*** Opening Extracted records ***

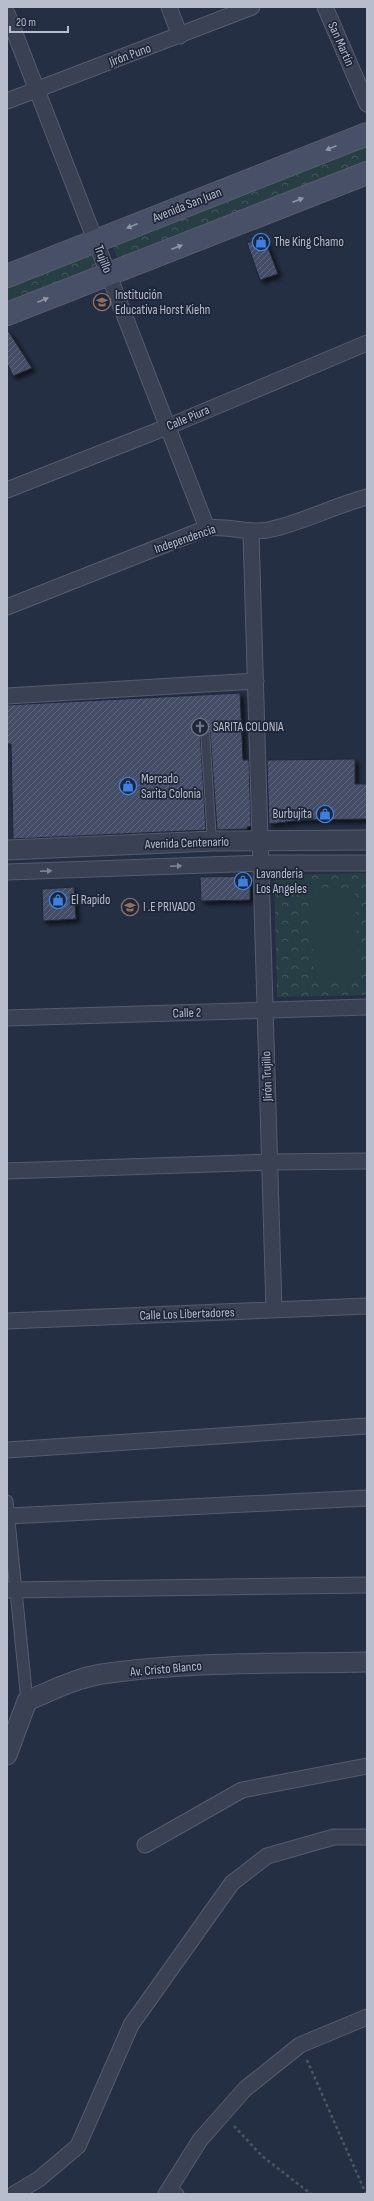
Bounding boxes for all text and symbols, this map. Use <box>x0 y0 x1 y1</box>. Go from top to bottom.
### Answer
scale bar <box>10 8 68 34</box>
text: 20 m <box>16 15 36 30</box>
street label: San Martín <box>324 19 358 69</box>
street label: Jirón Puno <box>106 40 153 70</box>
one-way arrow <box>324 145 336 151</box>
street label: Avenida San Juan <box>149 184 224 226</box>
one-way arrow <box>293 196 305 202</box>
one-way arrow <box>125 224 137 230</box>
shop icon: The King Chamo <box>251 232 271 252</box>
place label: The King Chamo <box>274 234 344 250</box>
street label: Trujillo <box>90 243 116 275</box>
one-way arrow <box>172 244 184 250</box>
place label: Institución Educativa Horst Kiehn <box>115 287 210 318</box>
school or university icon: Institución Educativa Horst Kiehn <box>92 292 112 312</box>
one-way arrow <box>38 296 50 302</box>
street label: Calle Piura <box>164 402 212 434</box>
street label: Independencia <box>152 521 218 557</box>
church icon: SARITA COLONIA <box>190 717 210 737</box>
place label: SARITA COLONIA <box>213 719 284 735</box>
place label: Mercado Sarita Colonia <box>141 771 201 802</box>
shop icon: Mercado Sarita Colonia <box>118 776 138 796</box>
shop icon: Burbujita <box>315 804 335 824</box>
place label: Burbujita <box>273 806 312 822</box>
street label: Avenida Centenario <box>144 834 229 853</box>
one-way arrow <box>170 863 182 870</box>
place label: Lavanderia Los Angeles <box>256 866 307 897</box>
one-way arrow <box>40 868 53 874</box>
shop icon: Lavanderia Los Angeles <box>233 871 253 891</box>
shop icon: El Rapido <box>48 890 68 910</box>
place label: El Rapido <box>71 892 110 908</box>
school or university icon: I .E PRIVADO <box>120 897 140 917</box>
place label: I .E PRIVADO <box>143 899 196 915</box>
street label: Calle 2 <box>172 1005 202 1021</box>
street label: Jirón Trujillo <box>258 1051 276 1102</box>
street label: Calle Los Libertadores <box>139 1304 235 1324</box>
street label: Av. Cristo Blanco <box>128 1658 203 1680</box>

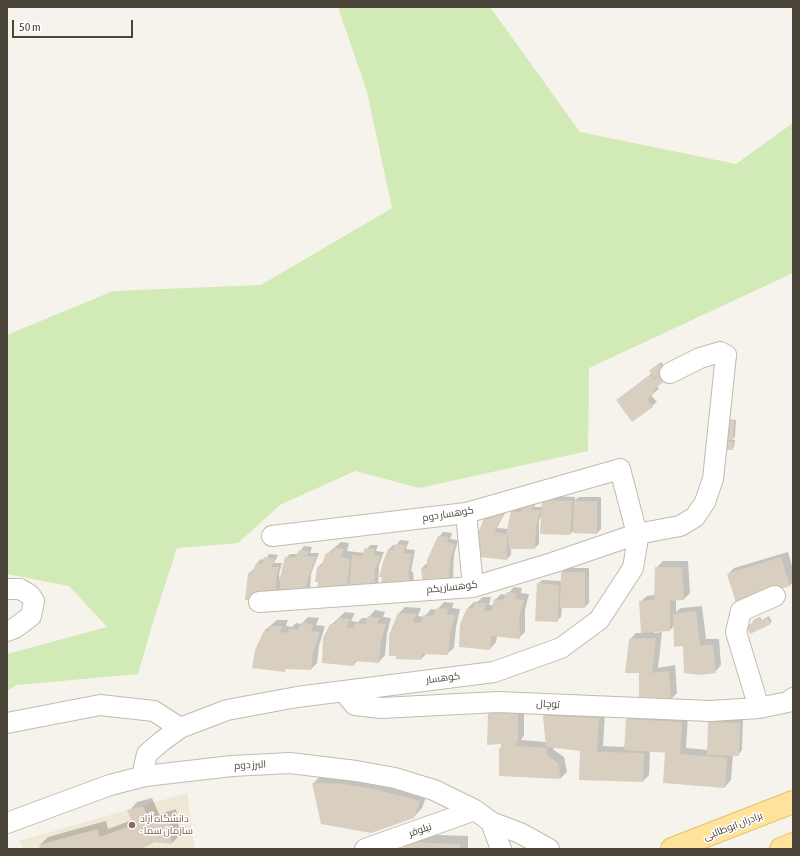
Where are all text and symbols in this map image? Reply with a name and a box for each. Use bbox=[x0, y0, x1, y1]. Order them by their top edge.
scale bar bbox=[14, 12, 135, 38]
text: 50 m bbox=[19, 20, 41, 34]
street label: کوهسار دوم bbox=[421, 504, 475, 524]
street label: کوهسار یکم bbox=[426, 578, 478, 596]
street label: کوهسار bbox=[425, 670, 461, 686]
street label: توچال bbox=[536, 697, 560, 711]
street label: البرز دوم bbox=[234, 758, 266, 772]
street label: برادران ابوطالبی bbox=[702, 809, 764, 843]
place label: دانشگاه آزاد - سازمان سما bbox=[140, 813, 193, 836]
marker: دانشگاه آزاد - سازمان سما bbox=[127, 820, 137, 830]
street label: نیلوفر bbox=[407, 820, 433, 840]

*** Closing Extracted records ***

> _Assignment_
Your answer is an exact copy of the records above, stripped of pictures.

> _Exercise response_
Bounding boxes for all text and symbols, this map. Use <box>x0 y0 x1 y1</box>. Go from top to bottom.
### Answer
scale bar <box>10 8 68 34</box>
text: 20 m <box>16 15 36 30</box>
street label: San Martín <box>324 19 358 69</box>
street label: Jirón Puno <box>106 40 153 70</box>
one-way arrow <box>324 145 336 151</box>
street label: Avenida San Juan <box>149 184 224 226</box>
one-way arrow <box>293 196 305 202</box>
one-way arrow <box>125 224 137 230</box>
shop icon: The King Chamo <box>251 232 271 252</box>
place label: The King Chamo <box>274 234 344 250</box>
street label: Trujillo <box>90 243 116 275</box>
one-way arrow <box>172 244 184 250</box>
place label: Institución Educativa Horst Kiehn <box>115 287 210 318</box>
school or university icon: Institución Educativa Horst Kiehn <box>92 292 112 312</box>
one-way arrow <box>38 296 50 302</box>
street label: Calle Piura <box>164 402 212 434</box>
street label: Independencia <box>152 521 218 557</box>
church icon: SARITA COLONIA <box>190 717 210 737</box>
place label: SARITA COLONIA <box>213 719 284 735</box>
place label: Mercado Sarita Colonia <box>141 771 201 802</box>
shop icon: Mercado Sarita Colonia <box>118 776 138 796</box>
shop icon: Burbujita <box>315 804 335 824</box>
place label: Burbujita <box>273 806 312 822</box>
street label: Avenida Centenario <box>144 834 229 853</box>
one-way arrow <box>170 863 182 870</box>
place label: Lavanderia Los Angeles <box>256 866 307 897</box>
one-way arrow <box>40 868 53 874</box>
shop icon: Lavanderia Los Angeles <box>233 871 253 891</box>
shop icon: El Rapido <box>48 890 68 910</box>
place label: El Rapido <box>71 892 110 908</box>
school or university icon: I .E PRIVADO <box>120 897 140 917</box>
place label: I .E PRIVADO <box>143 899 196 915</box>
street label: Calle 2 <box>172 1005 202 1021</box>
street label: Jirón Trujillo <box>258 1051 276 1102</box>
street label: Calle Los Libertadores <box>139 1304 235 1324</box>
street label: Av. Cristo Blanco <box>128 1658 203 1680</box>

Where are all text and symbols in this map image? Reply with a name and a box for each. Use bbox=[x0, y0, x1, y1]. Order them by their top edge.
scale bar bbox=[14, 12, 135, 38]
text: 50 m bbox=[19, 20, 41, 34]
street label: کوهسار دوم bbox=[421, 504, 475, 524]
street label: کوهسار یکم bbox=[426, 578, 478, 596]
street label: کوهسار bbox=[425, 670, 461, 686]
street label: توچال bbox=[536, 697, 560, 711]
street label: البرز دوم bbox=[234, 758, 266, 772]
street label: برادران ابوطالبی bbox=[702, 809, 764, 843]
place label: دانشگاه آزاد - سازمان سما bbox=[140, 813, 193, 836]
marker: دانشگاه آزاد - سازمان سما bbox=[127, 820, 137, 830]
street label: نیلوفر bbox=[407, 820, 433, 840]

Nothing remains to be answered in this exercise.